Lutz Dombrowski wird Fünfzig
„Olympia-Meister“ nennen die Kinder ihren Stadtsportlehrer manchmal. Als Lutz Dombrowski 1980 mit 8,54 Metern in Moskau (Russland) zum Olympiasieg flog, schrieben die Zeitungen vom „Bob Beamon des Flachlands“. Am Donnerstag (25. Juni) wird der gebürtige Zwickauer, der seit 1992 als Leichtathletik-Trainer für die LG Staufen und Lehrer des Stadtverbandes Sport im schwäbischen Waldstetten arbeitet, 50 Jahre alt.
Mit seinem Satz auf den damaligen „Flachland-Weltrekord“ weckte Lutz Dombrowski bei den Boykottspielen in Moskau die Erinnerung an den 8,90-Meter-Wundersprung von Bob Beamon (USA) 1968 in der Höhe von Mexiko-Stadt (2.248 m). „Ich befasse mich nicht mit dem Gedanken, Weltrekord zu springen“, sagte der 21-Jährige damals und bekräftigt diese Haltung auch 29 Jahre später: „Mir ging es nie um die Weite, sondern immer ums Gewinnen. Tolle Leistungen sind nur Begleitmusik.“Mit 20.000 DDR-Mark wurde sein Olympiasieg belohnt. „Davon habe ich mir einen Wartburg 353 W gekauft“, erzählt Lutz Dombrowski. Dank des Rekordsprungs wurde der Wagen in der Rekordzeit von zwei Jahren ausgeliefert, ein Privileg für erfolgreiche DDR-Sportler. Sonst betrug die Wartezeit auf ein Auto bis zu 20 Jahre.
Als Spitzel geoutet
Nach der Wende outete sich Lutz Dombrowski, der aus einer Großfamilie stammt und elf Geschwister hat, als erster ehemaliger DDR-Sportler im Herbst 1991 als Stasi-Spitzel. Mit dem offenen Bekenntnis zu seiner Vergangenheit räumte er den Weg in die Zukunft frei. „Mich hat das selber immer belastet. Ich wollte den Ballast einfach loswerden“, sagt er rückblickend mit einem immer noch breiten sächsischen Akzent.
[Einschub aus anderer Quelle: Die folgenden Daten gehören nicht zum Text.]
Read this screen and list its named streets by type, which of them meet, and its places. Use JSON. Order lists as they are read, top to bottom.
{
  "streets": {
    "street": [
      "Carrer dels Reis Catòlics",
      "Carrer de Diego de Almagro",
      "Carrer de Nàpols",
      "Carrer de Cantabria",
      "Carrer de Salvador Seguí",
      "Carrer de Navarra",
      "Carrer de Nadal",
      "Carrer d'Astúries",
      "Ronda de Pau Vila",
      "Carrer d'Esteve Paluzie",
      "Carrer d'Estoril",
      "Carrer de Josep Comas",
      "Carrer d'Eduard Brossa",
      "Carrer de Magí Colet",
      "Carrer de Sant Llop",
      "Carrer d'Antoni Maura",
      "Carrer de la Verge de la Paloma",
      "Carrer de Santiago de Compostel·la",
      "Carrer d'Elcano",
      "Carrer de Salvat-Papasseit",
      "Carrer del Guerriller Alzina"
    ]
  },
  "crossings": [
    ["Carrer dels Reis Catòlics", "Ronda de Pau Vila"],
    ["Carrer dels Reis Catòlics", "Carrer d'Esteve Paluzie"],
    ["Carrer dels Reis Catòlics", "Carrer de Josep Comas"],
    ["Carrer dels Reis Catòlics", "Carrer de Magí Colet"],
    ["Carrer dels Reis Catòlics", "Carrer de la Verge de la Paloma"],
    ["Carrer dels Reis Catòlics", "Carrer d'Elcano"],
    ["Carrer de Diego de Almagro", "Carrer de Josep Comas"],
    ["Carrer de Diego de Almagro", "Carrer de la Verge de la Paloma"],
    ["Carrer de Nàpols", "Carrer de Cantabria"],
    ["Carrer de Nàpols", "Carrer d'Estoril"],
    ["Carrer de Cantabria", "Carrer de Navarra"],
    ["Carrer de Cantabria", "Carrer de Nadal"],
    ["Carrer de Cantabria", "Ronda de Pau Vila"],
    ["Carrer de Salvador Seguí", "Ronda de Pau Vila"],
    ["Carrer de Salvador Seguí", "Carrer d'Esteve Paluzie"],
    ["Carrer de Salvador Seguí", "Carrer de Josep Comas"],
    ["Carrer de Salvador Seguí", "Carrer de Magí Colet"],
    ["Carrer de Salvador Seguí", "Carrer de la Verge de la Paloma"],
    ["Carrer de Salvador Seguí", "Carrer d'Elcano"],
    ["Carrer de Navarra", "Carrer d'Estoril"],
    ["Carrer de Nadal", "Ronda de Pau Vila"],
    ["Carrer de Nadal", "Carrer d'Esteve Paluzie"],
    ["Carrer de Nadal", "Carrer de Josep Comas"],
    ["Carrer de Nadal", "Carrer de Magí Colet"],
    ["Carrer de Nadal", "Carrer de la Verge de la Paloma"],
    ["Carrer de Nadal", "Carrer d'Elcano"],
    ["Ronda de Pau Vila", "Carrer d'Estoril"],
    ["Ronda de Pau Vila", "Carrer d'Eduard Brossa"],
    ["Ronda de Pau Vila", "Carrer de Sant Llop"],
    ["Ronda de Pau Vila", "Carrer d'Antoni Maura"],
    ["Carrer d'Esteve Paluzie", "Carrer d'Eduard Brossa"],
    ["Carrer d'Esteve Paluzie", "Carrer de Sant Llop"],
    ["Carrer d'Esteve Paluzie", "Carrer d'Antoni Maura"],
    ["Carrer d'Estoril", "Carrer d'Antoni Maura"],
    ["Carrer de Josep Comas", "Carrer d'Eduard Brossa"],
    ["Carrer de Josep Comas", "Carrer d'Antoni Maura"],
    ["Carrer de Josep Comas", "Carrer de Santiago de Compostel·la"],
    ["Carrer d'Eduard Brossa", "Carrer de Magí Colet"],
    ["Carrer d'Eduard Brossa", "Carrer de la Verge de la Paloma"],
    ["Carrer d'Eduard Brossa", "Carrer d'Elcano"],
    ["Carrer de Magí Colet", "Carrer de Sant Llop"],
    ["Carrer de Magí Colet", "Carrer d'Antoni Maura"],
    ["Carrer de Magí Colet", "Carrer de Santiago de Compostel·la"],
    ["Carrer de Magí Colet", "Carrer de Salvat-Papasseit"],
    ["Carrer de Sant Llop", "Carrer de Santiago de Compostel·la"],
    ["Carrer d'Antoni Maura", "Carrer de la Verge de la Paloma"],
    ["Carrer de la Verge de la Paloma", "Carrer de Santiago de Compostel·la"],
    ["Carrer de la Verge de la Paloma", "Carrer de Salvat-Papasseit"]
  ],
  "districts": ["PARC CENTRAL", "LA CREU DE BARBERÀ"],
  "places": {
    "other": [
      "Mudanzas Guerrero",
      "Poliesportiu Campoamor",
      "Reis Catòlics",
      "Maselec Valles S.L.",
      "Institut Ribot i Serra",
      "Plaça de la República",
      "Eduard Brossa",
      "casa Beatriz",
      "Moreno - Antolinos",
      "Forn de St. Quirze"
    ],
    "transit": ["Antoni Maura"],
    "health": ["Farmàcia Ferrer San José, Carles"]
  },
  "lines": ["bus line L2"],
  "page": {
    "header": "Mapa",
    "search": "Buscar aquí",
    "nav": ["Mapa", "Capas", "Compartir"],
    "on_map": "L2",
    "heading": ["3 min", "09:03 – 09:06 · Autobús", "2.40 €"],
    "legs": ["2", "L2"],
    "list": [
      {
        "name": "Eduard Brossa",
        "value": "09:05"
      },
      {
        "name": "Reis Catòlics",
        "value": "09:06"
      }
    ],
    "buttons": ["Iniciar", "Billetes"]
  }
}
Dabei lebt der Vater von drei Kindern - Tochter Susann war eine begabte Sprinterin und beendete ihre Karriere nach gesundheitlichen Rückschlägen erst vor wenigen Monaten - seit 1992 im Schwabenland. „Anfangs haben mich meine Schüler und Sportler teilweise nicht verstanden. Mittlerweile geht es gut, sie verstehen Sächsisch und ich Schwäbisch“, erzählt der „Lehrer mit der Goldmedaille“.
Kein Rekord mehr für die Ewigkeit
Die Arbeit an der Basis - darin geht Lutz Dombrowski heute auf: „Für mich wäre es undenkbar, im Spitzensport Bundestrainer zu sein. Ich liebe die Arbeit mit Kindern und Jugendlichen.“ Fast täglich steht er auf dem Sportplatz: „Während der Woche ist von 13 bis 20 Uhr Highlife. Erst kommen die Grundschüler, dann die Kaderathleten des Vereins.“
Seit der Bremer Sebastian Bayer im März in Turin (Italien) in der Halle 8,71 Meter gesprungen ist, scheint Lutz Dombrowskis deutsche Freiluft-Bestmarke von Moskau kein Rekord mehr für die Ewigkeit. „Ich hoffe sehr, dass Sebastian ihn mir eines Tages abnimmt“, sagt er.
Doch der ehemalige Athlet des SC Karl-Marx-Stadt, der am 28. Juli 1980 in Moskau auch mit seinem drittbesten Versuch von 8,32 Metern gewonnen hätte, weiß auch um den Druck, der seit Turin auf Sebastian Bayer lastet: „Das ist ein wahnsinniger Rucksack.“ Er selbst hatte es geschafft, vier Jahre nach dem Olympiasieg noch einmal 8,50 Meter nachzulegen.